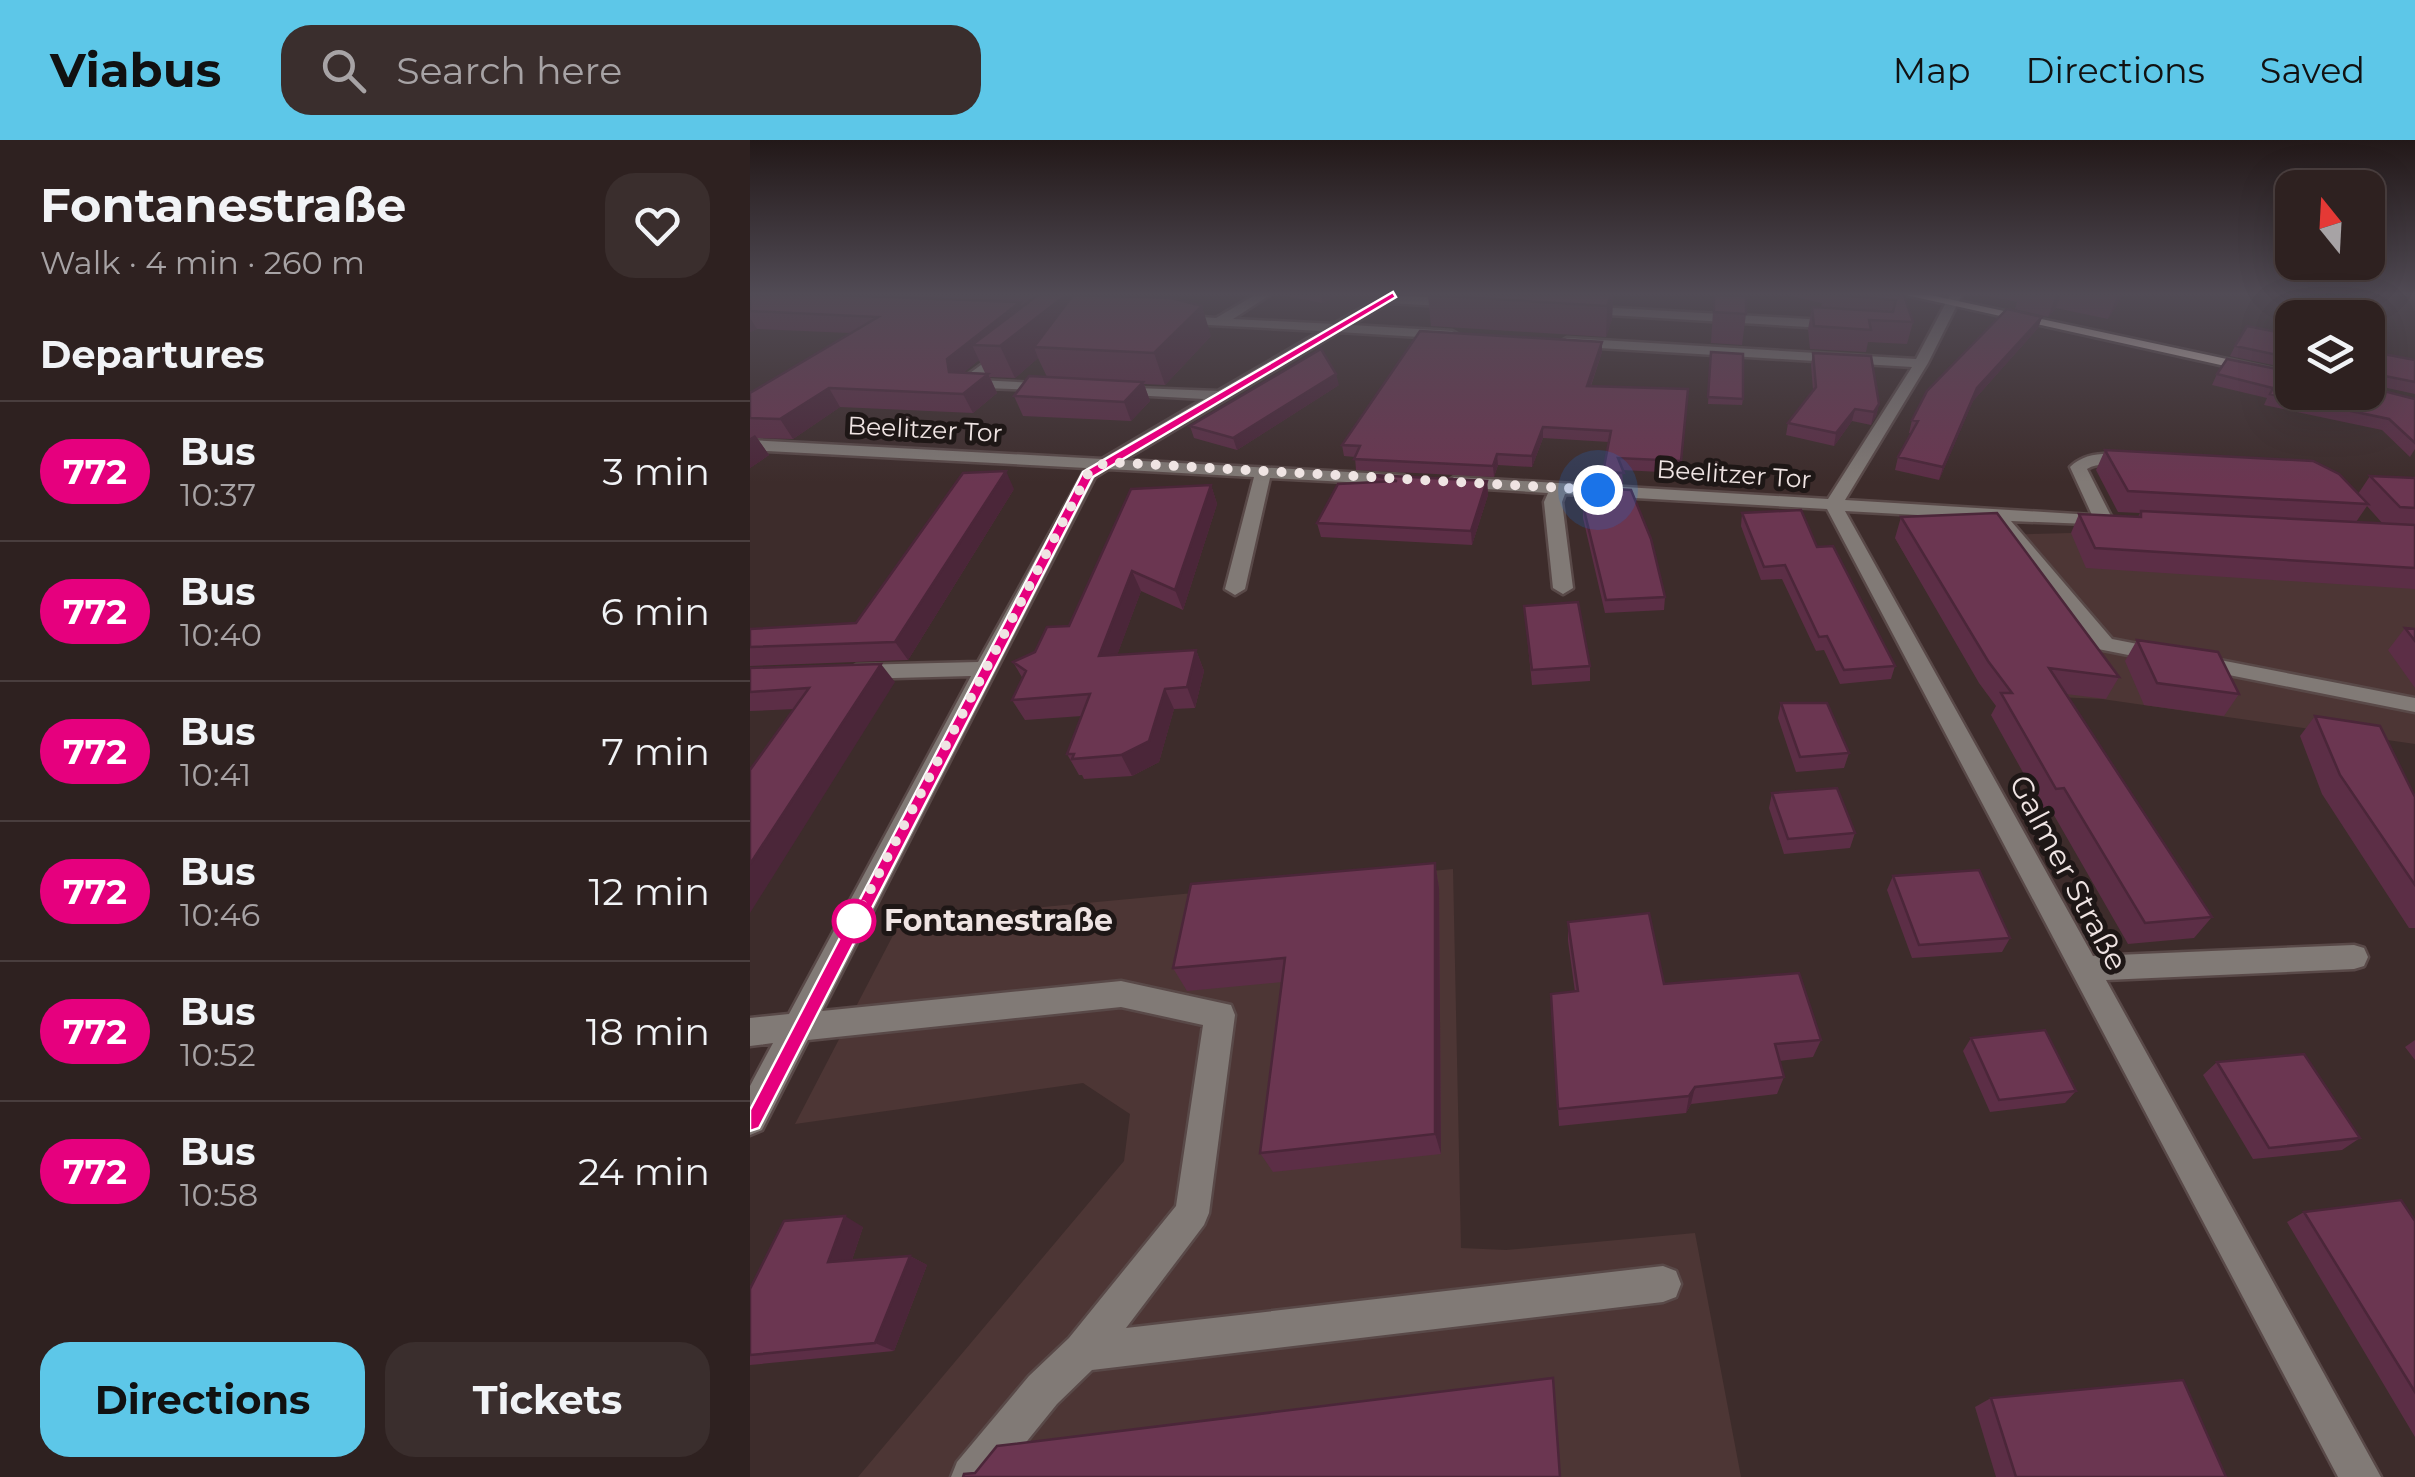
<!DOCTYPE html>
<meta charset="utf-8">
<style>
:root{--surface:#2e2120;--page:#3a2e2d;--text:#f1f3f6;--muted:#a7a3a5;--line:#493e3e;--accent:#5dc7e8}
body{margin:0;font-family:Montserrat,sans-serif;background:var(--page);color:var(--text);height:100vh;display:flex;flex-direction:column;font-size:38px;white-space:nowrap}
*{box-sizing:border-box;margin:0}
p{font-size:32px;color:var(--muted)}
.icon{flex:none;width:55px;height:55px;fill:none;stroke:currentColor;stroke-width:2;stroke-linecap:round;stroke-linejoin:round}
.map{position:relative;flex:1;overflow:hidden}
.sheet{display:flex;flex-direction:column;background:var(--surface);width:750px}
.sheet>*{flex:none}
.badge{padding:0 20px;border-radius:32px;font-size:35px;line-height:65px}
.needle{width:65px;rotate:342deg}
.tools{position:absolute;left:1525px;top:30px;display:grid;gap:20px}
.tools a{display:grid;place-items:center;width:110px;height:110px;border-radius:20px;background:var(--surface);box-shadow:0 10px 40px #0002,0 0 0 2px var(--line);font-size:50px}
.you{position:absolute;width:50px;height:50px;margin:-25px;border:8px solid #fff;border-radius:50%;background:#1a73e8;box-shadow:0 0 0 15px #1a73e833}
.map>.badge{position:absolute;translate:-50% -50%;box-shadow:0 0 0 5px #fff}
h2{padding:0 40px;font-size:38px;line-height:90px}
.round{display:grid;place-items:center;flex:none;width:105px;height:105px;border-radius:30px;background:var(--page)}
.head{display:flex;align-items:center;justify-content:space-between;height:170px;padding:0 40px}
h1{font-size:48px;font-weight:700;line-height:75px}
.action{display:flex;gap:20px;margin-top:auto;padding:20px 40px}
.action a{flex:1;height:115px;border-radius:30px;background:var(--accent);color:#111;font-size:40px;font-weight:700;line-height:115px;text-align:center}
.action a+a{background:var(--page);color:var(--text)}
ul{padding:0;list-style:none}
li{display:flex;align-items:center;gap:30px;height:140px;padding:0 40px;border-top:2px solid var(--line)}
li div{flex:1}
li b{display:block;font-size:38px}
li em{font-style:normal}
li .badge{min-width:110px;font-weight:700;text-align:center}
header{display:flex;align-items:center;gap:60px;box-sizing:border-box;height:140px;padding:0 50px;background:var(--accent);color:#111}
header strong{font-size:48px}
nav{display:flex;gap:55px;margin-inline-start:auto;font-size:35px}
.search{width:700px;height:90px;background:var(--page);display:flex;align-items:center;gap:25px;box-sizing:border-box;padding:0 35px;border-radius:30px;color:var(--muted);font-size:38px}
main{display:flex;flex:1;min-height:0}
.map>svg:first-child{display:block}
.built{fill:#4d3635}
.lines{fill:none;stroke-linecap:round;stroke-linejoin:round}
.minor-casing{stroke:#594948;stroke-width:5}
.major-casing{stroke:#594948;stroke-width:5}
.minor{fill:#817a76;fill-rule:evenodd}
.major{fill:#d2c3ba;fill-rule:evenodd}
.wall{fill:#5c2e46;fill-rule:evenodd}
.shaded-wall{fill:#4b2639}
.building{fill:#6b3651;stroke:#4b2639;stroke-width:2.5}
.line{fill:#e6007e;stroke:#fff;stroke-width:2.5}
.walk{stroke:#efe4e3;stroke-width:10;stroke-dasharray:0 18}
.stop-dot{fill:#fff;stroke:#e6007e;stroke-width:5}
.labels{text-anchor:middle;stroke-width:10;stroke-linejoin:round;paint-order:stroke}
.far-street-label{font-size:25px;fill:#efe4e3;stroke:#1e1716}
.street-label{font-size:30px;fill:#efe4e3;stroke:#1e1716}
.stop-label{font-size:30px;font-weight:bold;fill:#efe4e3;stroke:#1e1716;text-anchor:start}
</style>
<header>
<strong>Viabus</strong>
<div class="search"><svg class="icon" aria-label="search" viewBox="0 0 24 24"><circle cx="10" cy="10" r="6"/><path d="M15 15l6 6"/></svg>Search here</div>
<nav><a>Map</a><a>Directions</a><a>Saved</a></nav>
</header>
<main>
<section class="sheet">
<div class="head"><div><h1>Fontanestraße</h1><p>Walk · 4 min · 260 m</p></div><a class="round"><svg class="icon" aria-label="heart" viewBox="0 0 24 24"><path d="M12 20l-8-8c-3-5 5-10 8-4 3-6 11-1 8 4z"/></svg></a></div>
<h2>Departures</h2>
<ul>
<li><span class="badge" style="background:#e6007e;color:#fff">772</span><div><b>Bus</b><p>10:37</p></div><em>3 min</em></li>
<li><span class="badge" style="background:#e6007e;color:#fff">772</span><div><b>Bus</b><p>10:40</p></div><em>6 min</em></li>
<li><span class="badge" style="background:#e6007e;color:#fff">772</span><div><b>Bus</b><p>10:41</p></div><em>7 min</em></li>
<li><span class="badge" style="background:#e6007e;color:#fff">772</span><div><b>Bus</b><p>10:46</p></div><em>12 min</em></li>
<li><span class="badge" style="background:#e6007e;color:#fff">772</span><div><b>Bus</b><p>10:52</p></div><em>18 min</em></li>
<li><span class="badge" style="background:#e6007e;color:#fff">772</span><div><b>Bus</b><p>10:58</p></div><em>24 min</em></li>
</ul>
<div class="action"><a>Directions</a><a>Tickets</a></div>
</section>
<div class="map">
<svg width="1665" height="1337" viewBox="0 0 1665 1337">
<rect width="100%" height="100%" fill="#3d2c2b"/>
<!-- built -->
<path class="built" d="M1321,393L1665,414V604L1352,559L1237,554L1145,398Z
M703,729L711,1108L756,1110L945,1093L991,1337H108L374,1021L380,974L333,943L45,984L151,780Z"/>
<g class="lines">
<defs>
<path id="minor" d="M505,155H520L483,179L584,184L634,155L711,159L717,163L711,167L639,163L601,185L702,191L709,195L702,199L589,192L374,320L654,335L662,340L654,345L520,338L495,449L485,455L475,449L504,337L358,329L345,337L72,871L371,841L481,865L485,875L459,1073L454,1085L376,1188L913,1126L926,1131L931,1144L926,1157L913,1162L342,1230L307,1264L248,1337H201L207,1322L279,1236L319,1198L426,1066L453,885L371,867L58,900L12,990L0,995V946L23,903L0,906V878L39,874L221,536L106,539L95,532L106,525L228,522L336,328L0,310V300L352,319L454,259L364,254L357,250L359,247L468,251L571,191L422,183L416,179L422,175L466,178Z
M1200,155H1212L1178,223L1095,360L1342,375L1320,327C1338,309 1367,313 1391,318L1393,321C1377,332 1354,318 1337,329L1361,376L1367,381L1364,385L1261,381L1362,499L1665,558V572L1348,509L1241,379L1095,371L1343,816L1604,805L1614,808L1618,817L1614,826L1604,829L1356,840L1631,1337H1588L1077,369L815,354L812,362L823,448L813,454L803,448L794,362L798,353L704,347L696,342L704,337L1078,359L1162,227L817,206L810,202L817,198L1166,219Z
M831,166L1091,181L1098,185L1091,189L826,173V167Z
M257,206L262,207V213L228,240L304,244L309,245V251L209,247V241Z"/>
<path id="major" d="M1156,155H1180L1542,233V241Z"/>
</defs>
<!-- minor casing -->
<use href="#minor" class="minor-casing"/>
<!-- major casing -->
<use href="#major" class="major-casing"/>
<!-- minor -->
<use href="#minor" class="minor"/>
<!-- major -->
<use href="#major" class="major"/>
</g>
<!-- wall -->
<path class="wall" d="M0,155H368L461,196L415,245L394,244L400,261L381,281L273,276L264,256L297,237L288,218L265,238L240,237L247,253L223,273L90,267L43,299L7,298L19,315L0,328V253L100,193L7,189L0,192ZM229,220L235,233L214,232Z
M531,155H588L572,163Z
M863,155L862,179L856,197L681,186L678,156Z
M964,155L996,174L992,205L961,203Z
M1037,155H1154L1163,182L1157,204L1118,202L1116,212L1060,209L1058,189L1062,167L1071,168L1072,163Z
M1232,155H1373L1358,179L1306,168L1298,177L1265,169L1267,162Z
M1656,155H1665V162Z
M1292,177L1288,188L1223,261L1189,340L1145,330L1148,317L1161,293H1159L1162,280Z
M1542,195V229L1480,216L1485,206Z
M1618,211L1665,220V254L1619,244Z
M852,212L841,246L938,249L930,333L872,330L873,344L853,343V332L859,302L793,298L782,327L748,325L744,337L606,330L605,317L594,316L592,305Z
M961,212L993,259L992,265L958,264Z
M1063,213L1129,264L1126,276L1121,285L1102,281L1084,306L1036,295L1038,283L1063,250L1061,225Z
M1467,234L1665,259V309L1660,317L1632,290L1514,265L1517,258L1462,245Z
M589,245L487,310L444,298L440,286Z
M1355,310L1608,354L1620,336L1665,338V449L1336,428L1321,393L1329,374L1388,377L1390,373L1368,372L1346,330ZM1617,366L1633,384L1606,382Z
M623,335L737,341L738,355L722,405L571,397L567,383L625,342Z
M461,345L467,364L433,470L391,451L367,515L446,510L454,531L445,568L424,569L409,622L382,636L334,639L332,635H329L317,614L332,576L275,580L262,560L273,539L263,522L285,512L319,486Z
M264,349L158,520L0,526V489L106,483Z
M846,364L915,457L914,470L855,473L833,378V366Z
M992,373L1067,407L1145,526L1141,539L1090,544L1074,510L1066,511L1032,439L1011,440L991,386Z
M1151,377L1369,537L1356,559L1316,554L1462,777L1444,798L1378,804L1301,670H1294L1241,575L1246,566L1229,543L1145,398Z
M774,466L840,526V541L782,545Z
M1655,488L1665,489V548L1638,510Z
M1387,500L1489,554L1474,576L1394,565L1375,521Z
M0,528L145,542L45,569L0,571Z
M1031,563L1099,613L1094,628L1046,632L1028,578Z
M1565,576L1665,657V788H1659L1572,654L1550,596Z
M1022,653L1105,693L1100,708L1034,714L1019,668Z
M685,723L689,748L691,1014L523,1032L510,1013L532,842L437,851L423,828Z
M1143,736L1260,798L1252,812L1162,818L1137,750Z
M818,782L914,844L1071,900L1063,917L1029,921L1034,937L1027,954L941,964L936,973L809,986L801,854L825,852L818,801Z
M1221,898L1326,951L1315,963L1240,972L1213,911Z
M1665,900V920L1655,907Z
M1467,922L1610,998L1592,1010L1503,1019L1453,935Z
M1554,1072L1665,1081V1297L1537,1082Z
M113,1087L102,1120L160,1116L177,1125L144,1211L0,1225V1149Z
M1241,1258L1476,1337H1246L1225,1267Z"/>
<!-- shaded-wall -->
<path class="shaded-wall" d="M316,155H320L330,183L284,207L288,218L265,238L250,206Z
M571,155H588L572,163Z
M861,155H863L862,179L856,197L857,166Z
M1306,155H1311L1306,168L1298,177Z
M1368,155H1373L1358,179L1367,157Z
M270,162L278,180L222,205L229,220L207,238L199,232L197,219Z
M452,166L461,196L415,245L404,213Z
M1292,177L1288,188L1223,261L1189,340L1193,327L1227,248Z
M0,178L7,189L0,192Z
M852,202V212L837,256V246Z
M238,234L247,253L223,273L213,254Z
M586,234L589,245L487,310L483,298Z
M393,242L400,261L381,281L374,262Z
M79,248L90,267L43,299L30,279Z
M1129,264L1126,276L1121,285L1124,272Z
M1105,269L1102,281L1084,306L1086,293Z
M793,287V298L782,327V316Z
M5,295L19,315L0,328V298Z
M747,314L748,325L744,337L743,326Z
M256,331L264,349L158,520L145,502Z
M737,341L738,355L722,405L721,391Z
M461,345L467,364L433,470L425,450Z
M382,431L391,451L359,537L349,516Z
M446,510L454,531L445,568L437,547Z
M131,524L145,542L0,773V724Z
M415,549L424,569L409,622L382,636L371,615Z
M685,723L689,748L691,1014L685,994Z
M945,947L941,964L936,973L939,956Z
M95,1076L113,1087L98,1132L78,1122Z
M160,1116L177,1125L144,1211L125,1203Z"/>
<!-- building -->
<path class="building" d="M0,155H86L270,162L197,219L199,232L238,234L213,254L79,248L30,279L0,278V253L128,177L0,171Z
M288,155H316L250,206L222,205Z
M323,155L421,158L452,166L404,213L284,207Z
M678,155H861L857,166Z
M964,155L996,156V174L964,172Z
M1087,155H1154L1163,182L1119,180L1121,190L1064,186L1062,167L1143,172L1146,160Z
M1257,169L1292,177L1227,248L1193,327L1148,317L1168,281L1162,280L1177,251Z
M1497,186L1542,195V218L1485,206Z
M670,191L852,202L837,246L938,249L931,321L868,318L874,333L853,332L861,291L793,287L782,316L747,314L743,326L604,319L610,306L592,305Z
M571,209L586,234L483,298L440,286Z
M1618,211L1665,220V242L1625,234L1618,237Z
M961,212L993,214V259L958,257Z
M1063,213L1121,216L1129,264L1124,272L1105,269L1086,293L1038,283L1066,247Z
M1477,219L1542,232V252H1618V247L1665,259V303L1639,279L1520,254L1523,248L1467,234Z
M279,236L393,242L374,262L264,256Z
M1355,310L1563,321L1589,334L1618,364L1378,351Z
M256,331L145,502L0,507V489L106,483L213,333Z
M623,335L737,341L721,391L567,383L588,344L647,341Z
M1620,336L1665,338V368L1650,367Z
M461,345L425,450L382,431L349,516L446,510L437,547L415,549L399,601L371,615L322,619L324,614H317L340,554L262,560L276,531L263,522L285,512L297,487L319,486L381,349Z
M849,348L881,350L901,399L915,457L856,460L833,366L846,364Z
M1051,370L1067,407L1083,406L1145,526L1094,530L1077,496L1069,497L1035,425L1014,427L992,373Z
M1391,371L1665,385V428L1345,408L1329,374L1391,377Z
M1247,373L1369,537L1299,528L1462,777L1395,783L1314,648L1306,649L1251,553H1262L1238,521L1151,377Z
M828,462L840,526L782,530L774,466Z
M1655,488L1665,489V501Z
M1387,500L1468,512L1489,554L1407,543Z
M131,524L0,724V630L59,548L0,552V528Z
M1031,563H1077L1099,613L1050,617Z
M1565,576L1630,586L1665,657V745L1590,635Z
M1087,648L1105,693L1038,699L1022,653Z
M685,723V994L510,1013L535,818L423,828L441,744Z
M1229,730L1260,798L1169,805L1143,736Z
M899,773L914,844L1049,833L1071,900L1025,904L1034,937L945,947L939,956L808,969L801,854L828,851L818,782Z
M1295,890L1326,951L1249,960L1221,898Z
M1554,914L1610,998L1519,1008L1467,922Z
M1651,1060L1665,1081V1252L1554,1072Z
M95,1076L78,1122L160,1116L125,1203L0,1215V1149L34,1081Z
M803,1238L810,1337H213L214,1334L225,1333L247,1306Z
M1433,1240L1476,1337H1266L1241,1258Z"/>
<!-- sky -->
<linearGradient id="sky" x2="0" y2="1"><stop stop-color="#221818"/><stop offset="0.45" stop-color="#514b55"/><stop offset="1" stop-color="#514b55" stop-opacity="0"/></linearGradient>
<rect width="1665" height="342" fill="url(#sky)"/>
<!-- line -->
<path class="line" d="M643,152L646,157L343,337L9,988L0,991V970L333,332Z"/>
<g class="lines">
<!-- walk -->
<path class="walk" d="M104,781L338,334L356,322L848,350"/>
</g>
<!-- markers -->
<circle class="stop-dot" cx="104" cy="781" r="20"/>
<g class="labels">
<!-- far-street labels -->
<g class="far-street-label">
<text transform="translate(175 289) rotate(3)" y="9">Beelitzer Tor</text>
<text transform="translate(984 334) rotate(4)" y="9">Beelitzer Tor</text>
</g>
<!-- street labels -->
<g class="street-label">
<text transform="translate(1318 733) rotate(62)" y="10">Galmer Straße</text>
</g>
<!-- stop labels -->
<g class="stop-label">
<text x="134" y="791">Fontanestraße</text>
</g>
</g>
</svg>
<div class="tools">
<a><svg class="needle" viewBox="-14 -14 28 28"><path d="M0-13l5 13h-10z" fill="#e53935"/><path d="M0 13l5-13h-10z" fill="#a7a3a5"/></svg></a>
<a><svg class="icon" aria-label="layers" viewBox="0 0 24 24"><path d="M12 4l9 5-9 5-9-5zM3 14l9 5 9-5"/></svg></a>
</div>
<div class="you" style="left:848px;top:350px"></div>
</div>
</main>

Task to complete => Show each line of the material that includes the string "strong" by copying it.

Response =>
header strong{font-size:48px}
<strong>Viabus</strong>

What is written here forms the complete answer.